WHAT THE TASK ASKS | Transcribe the records below exactly.

EXERCISE INPUT |
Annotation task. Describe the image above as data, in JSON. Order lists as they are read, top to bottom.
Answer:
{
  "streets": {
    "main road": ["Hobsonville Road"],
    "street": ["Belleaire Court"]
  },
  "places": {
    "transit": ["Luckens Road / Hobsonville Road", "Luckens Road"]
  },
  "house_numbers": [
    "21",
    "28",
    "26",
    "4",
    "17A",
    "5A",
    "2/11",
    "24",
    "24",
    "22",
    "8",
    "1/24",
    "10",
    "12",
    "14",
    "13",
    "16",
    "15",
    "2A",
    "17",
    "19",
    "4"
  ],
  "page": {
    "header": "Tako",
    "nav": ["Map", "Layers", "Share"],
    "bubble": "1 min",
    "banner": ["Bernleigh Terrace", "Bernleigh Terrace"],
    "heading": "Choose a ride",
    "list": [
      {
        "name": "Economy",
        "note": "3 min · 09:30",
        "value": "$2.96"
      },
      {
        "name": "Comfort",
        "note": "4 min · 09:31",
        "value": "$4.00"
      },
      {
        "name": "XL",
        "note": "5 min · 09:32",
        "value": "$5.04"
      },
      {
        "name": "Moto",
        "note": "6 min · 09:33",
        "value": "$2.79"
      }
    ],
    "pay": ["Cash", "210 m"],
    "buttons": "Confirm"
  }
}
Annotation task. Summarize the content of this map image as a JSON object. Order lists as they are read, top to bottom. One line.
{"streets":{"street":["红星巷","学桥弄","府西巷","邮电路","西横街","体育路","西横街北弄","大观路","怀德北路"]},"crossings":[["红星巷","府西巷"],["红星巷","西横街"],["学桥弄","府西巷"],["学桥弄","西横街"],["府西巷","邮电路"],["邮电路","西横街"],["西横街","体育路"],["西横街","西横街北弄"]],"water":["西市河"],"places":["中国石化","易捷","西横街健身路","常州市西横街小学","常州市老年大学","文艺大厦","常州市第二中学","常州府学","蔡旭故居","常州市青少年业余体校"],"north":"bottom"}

PROBLEM SOLUTION |
Annotation task. Describe the image above as data, in JSON. Order lists as they are read, top to bottom.
Answer:
{
  "streets": {
    "main road": ["Hobsonville Road"],
    "street": ["Belleaire Court"]
  },
  "places": {
    "transit": ["Luckens Road / Hobsonville Road", "Luckens Road"]
  },
  "house_numbers": [
    "21",
    "28",
    "26",
    "4",
    "17A",
    "5A",
    "2/11",
    "24",
    "24",
    "22",
    "8",
    "1/24",
    "10",
    "12",
    "14",
    "13",
    "16",
    "15",
    "2A",
    "17",
    "19",
    "4"
  ],
  "page": {
    "header": "Tako",
    "nav": ["Map", "Layers", "Share"],
    "bubble": "1 min",
    "banner": ["Bernleigh Terrace", "Bernleigh Terrace"],
    "heading": "Choose a ride",
    "list": [
      {
        "name": "Economy",
        "note": "3 min · 09:30",
        "value": "$2.96"
      },
      {
        "name": "Comfort",
        "note": "4 min · 09:31",
        "value": "$4.00"
      },
      {
        "name": "XL",
        "note": "5 min · 09:32",
        "value": "$5.04"
      },
      {
        "name": "Moto",
        "note": "6 min · 09:33",
        "value": "$2.79"
      }
    ],
    "pay": ["Cash", "210 m"],
    "buttons": "Confirm"
  }
}
Annotation task. Summarize the content of this map image as a JSON object. Order lists as they are read, top to bottom. One line.
{"streets":{"street":["红星巷","学桥弄","府西巷","邮电路","西横街","体育路","西横街北弄","大观路","怀德北路"]},"crossings":[["红星巷","府西巷"],["红星巷","西横街"],["学桥弄","府西巷"],["学桥弄","西横街"],["府西巷","邮电路"],["邮电路","西横街"],["西横街","体育路"],["西横街","西横街北弄"]],"water":["西市河"],"places":["中国石化","易捷","西横街健身路","常州市西横街小学","常州市老年大学","文艺大厦","常州市第二中学","常州府学","蔡旭故居","常州市青少年业余体校"],"north":"bottom"}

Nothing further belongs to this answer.